**TASK REQUIREMENTS:** Filter these entries, keeping only lines that hold the word "position".

**Collection entries:**
>>>>>

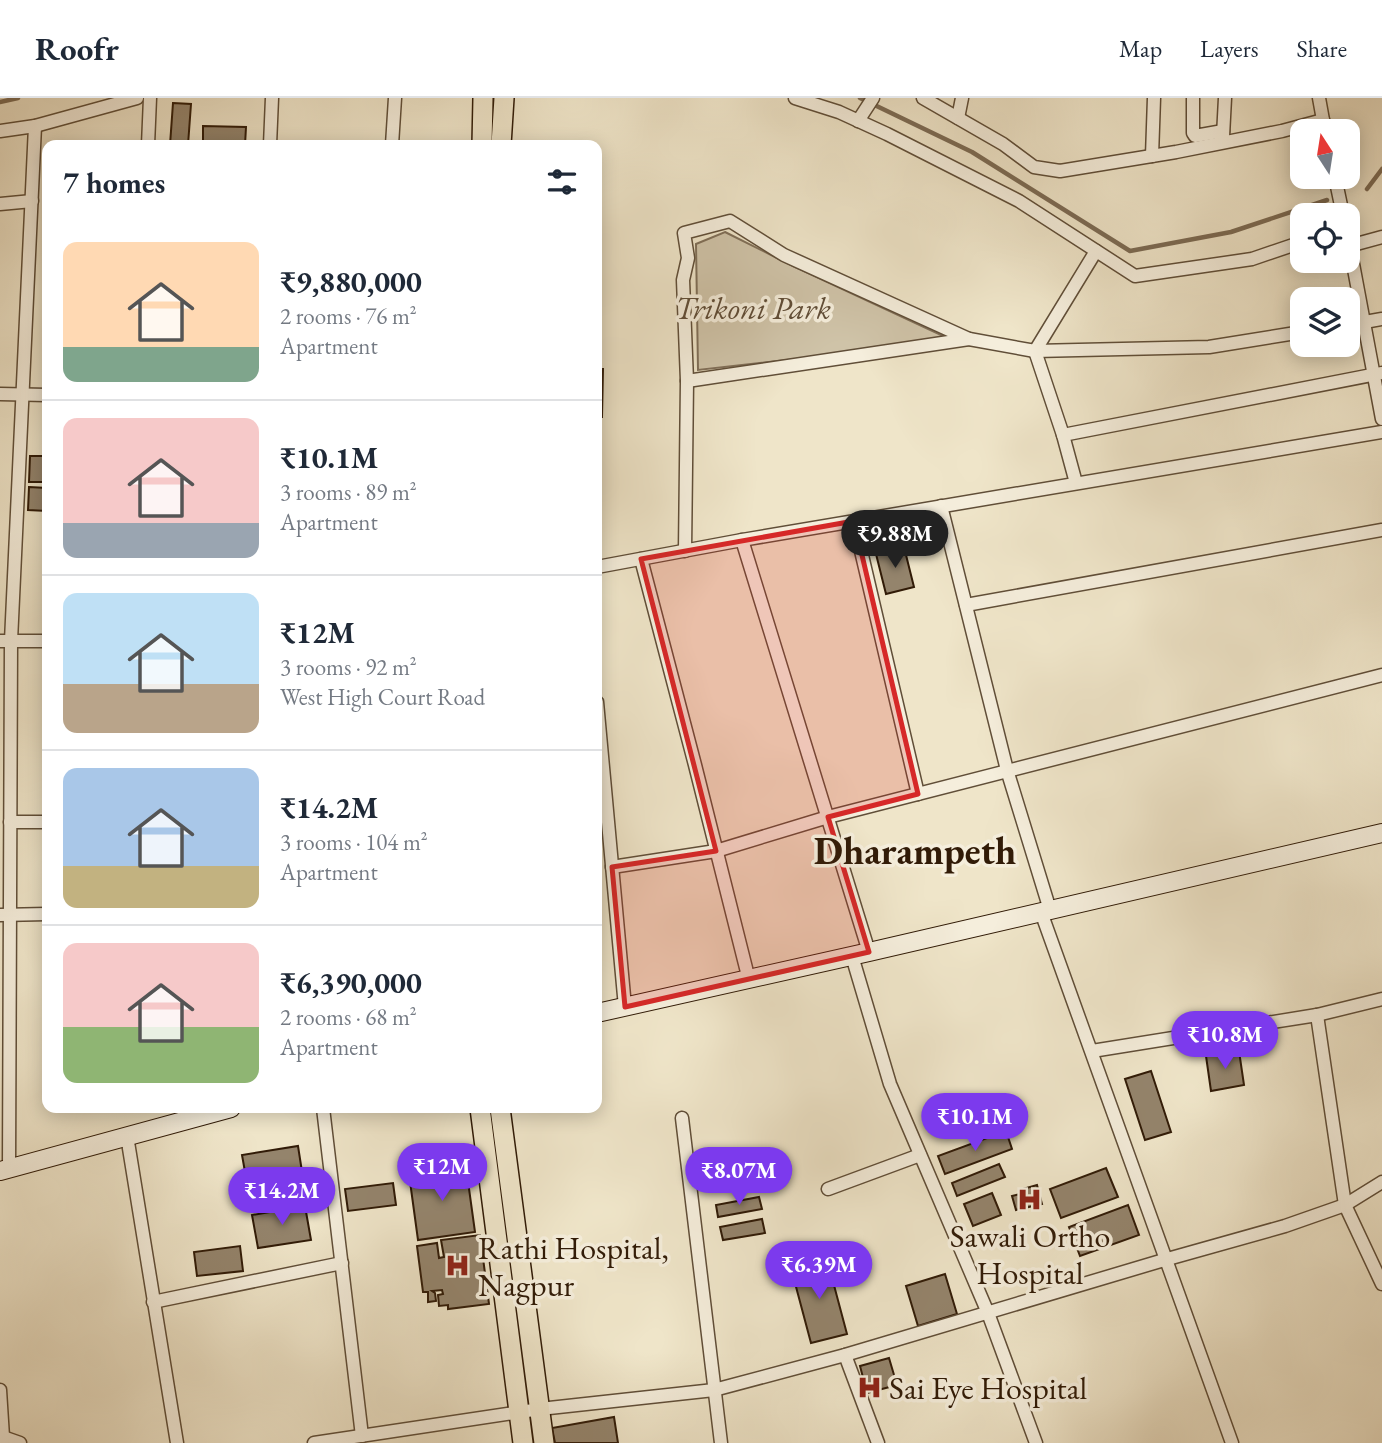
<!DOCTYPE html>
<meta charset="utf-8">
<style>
body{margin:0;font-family:"EB Garamond",serif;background:#f6f6f7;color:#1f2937;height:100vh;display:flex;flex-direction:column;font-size:26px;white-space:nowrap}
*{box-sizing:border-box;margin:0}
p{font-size:23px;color:#747a83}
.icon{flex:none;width:38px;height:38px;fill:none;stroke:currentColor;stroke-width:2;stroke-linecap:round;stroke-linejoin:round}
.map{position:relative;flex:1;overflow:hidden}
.panel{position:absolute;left:42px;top:42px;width:560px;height:973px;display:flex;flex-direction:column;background:#fff;border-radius:14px;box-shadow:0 4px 18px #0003}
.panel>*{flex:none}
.needle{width:46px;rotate:348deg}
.fabs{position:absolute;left:1290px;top:21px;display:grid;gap:14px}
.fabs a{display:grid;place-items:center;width:70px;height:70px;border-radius:14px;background:#fff;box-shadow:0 4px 18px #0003;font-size:35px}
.price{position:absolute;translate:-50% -60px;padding:0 16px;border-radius:24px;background:#7c3aed;color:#fff;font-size:23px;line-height:46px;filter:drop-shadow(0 2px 4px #0008)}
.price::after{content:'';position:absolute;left:50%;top:42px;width:21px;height:16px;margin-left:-10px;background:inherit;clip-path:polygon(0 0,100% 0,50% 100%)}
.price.selected{background:#222;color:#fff}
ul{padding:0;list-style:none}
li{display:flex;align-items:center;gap:21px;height:175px;padding:0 21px}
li+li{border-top:2px solid #e0e1e3}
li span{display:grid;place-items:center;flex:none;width:196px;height:140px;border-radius:14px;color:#555}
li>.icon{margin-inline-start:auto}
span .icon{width:84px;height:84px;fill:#fffc;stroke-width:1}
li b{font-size:30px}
h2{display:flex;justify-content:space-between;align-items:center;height:84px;padding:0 21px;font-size:30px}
header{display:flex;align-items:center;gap:42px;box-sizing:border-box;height:98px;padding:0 35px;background:#fff;border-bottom:2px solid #e0e1e3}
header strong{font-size:33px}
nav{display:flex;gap:38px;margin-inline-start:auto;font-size:24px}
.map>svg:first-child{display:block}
.green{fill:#cfc3a8;stroke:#806f58;stroke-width:2}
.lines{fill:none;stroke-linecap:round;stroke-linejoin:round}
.stream{stroke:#7c6b54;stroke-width:4.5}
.building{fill:#94846c;stroke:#311b07;stroke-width:2}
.street-casing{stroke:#604e38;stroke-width:15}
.secondary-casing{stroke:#311b07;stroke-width:20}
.primary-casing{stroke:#311b07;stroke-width:22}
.street{stroke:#f5eedc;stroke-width:12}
.secondary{stroke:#f5eedc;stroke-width:18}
.primary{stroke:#efe5c9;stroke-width:19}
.marked{fill:#d62828;fill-opacity:0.2;stroke:#d62828;stroke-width:5;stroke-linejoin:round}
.labels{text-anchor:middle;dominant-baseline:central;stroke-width:7;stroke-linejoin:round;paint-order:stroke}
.park-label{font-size:32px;font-style:italic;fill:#604d37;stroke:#f5eedc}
.poi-label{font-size:32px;fill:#311b07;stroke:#f5eedc;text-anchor:start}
.district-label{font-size:38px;font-weight:bold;fill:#311b07;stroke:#f5eedc}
</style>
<header>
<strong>Roofr</strong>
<nav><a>Map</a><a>Layers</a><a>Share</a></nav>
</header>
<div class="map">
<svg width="1382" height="1345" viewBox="0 0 1382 1345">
<rect width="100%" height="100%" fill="#efe5c9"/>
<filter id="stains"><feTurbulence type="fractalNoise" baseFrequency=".00286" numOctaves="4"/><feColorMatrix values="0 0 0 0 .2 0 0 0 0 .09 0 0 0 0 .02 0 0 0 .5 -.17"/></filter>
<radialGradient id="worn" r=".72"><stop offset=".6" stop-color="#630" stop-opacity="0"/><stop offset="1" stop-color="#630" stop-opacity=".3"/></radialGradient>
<path class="green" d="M725,134l68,34 161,75 -256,29 -2,-126z"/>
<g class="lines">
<g class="stream">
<path d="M860,0l112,54 158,99 101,-19 96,-32"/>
<path d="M0,4l18,-4"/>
<path d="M1367,91l15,-20"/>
</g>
</g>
<g class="building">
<path d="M173,5l18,1 -3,41h-18z"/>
<path d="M203,28l43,1 -1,18h-42z"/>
<path d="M597,271h6l-1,48h-5z"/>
<path d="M30,358h17v26h-18z"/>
<path d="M29,389l18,1v23l-19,-1z"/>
<path d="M904,449l10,40 -28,7 -10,-40z"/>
<path d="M1239,953l5,34 -33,6 -5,-35z"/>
<path d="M1151,973l20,61 -26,8 -20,-61z"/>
<path d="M1006,1033l6,18 -67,25 -7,-18z"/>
<path d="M298,1048l7,45 -55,9 -8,-45z"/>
<path d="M999,1066l6,13 -48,19 -5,-13z"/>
<path d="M466,1069l9,65 -57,8 -9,-66z"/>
<path d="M1106,1070l12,29 -57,21 -11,-29z"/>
<path d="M393,1085l3,22 -48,6 -3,-22z"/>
<path d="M1037,1087l5,19 -26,6 -4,-14 12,-3 -1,-4z"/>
<path d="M992,1095l9,22 -28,11 -9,-22z"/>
<path d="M759,1099l3,12 -44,8 -2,-12z"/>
<path d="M1128,1107l11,30 -59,21 -11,-29z"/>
<path d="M305,1108l6,34 -53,8 -6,-33z"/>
<path d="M762,1121l3,14 -42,7 -3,-13z"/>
<path d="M480,1137l9,69 -41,5v-4l-9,1 -1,-11 5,-1 -1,-4 -10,1 3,2 1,8 -8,1v-10h-5l-6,-46 20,-3 2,15 5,-1 -3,-17z"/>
<path d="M240,1148l3,25 -46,5 -3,-24z"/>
<path d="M827,1161l20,75 -36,9 -20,-75z"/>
<path d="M945,1176l12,40 -39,12 -12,-40z"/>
<path d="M889,1260l8,27 -30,8 -7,-27z"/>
<path d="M614,1319l4,26h-63l-3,-15z"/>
</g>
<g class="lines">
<defs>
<g id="street">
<path d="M795,0l44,14 48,22 132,67 116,75 117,-17 50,-17"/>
<path d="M923,0l80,46 31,23 26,4 116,-19 106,-21 41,-11"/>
<path d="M1193,0v35l2,3 28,-5"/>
<path d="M1319,0l6,33"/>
<path d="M958,20l4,-20"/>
<path d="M858,23l15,-23"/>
<path d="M0,33l35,-5 102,-28"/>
<path d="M1223,38l2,-38"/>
<path d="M148,47l2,-47"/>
<path d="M270,47l2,-47"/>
<path d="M392,47l3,-47"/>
<path d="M1152,58l2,-58"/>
<path d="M1335,79l8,38"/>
<path d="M0,106l32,-3"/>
<path d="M1348,139l34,182"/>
<path d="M1349,148l33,-9"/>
<path d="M1096,153l-61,100 28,84 319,-62"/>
<path d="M1348,227l34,-6"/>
<path d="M687,283l282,-42 66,12 174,-4 93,-15"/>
<path d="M0,296l47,1"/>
<path d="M1063,337l13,48"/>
<path d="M941,408l66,264 43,140"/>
<path d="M854,423l64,273"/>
<path d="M742,442l127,412"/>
<path d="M685,453l2,-170 -4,-101 5,-22 -4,-25 46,-12 54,34 185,84"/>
<path d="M641,461l54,206 54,215"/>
<path d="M597,469l145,-27 640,-108"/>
<path d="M966,507l416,-75"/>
<path d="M0,543h47"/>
<path d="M597,604l28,305"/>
<path d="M10,724h37"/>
<path d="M612,769l104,-16 112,-34 554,-142"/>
<path d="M1041,814c64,177 126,355 191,531"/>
<path d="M0,817l47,-1"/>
<path d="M852,858l38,128 98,229 48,130"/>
<path d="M1317,917l28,190 37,79"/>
<path d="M1092,953l225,-36 65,-16"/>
<path d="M323,1010l39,328"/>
<path d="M682,1020l39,325"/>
<path d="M127,1038l50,307"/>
<path d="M9,1070l2,-527 24,-515"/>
<path d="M828,1091l92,-34"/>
<path d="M153,1204l189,-39"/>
<path d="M845,1257l33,88"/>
<path d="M0,1292l3,47 -3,5"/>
<path d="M0,1338l20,7"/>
<path d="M314,1345l226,-34 174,-19 131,-35 319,-95 121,-34 60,-21 37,-23"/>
</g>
<g id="secondary">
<path d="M597,915l272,-61 513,-119"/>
<path d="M0,1073l231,-63"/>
</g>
<g id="primary">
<path d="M482,47l1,-47"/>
<path d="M501,47l3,-47"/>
<path d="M480,1010l43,335"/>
<path d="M500,1010l44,335"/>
</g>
</defs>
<use href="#street" class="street-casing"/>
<use href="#secondary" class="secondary-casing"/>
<use href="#primary" class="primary-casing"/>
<use href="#street" class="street"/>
<use href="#secondary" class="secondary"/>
<use href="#primary" class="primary"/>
</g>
<path class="marked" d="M854,423l64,273 -90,23 41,135 -244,55 -13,-140 104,-16 -75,-292z"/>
<defs>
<symbol id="hospital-bare" viewBox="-9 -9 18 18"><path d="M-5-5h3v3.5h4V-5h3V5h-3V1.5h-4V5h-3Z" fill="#8f2418" stroke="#f5eedc" stroke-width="2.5" paint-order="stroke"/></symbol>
</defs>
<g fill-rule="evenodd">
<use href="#hospital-bare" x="1012" y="1084" width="35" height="35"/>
<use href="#hospital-bare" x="440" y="1150" width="35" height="35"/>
<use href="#hospital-bare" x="852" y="1272" width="35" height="35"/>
</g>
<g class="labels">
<g class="park-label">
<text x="753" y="210">Trikoni Park</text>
</g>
<g class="poi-label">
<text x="1030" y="1138" text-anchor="middle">Sawali Ortho<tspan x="1030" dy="37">Hospital</tspan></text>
<text x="478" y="1150">Rathi Hospital,<tspan x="478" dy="37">Nagpur</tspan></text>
<text x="889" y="1290">Sai Eye Hospital</text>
</g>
<g class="district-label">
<text x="915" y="752">Dharampeth</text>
</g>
</g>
<rect width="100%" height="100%" filter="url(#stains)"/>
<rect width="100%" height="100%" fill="url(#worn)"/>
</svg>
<div class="fabs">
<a><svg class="needle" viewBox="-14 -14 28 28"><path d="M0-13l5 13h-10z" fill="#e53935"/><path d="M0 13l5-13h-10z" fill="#747a83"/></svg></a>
<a><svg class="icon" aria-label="locate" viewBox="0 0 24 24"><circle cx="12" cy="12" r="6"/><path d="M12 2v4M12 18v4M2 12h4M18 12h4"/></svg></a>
<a><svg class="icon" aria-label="layers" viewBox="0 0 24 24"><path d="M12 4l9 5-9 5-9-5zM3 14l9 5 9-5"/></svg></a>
</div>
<b class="price selected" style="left:895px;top:472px">₹9.88M</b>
<b class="price" style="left:1225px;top:973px">₹10.8M</b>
<b class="price" style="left:975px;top:1055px">₹10.1M</b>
<b class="price" style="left:442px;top:1105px">₹12M</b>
<b class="price" style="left:739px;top:1109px">₹8.07M</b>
<b class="price" style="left:282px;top:1129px">₹14.2M</b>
<b class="price" style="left:819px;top:1203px">₹6.39M</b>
<section class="panel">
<h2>7 homes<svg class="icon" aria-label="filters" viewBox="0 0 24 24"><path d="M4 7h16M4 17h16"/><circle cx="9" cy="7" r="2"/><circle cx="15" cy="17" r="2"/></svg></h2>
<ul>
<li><span style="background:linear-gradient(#ffd9b3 75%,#7fa58c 0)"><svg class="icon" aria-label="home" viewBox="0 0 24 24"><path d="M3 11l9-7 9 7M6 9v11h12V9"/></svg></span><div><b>₹9,880,000</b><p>2 rooms · 76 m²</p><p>Apartment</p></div></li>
<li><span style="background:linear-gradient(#f6c9c9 75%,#9aa5b1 0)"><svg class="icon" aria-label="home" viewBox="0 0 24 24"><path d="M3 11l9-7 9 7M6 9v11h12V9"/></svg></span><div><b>₹10.1M</b><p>3 rooms · 89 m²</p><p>Apartment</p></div></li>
<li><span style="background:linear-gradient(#bfe0f5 65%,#b9a48a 0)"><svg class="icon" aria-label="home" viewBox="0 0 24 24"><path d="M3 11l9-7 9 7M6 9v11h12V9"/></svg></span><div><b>₹12M</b><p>3 rooms · 92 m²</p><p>West High Court Road</p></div></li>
<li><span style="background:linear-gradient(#a9c7e8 70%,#c2b280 0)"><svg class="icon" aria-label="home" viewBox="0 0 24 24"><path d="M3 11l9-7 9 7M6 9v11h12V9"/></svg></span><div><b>₹14.2M</b><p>3 rooms · 104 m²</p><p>Apartment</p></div></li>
<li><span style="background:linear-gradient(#f6c9c9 60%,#8fb573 0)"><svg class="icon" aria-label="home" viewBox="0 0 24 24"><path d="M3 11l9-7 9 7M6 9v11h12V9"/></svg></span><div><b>₹6,390,000</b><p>2 rooms · 68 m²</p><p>Apartment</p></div></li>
</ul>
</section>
</div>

<<<<<

**FINISHED TASK:**
.map{position:relative;flex:1;overflow:hidden}
.panel{position:absolute;left:42px;top:42px;width:560px;height:973px;display:flex;flex-direction:column;background:#fff;border-radius:14px;box-shadow:0 4px 18px #0003}
.fabs{position:absolute;left:1290px;top:21px;display:grid;gap:14px}
.price{position:absolute;translate:-50% -60px;padding:0 16px;border-radius:24px;background:#7c3aed;color:#fff;font-size:23px;line-height:46px;filter:drop-shadow(0 2px 4px #0008)}
.price::after{content:'';position:absolute;left:50%;top:42px;width:21px;height:16px;margin-left:-10px;background:inherit;clip-path:polygon(0 0,100% 0,50% 100%)}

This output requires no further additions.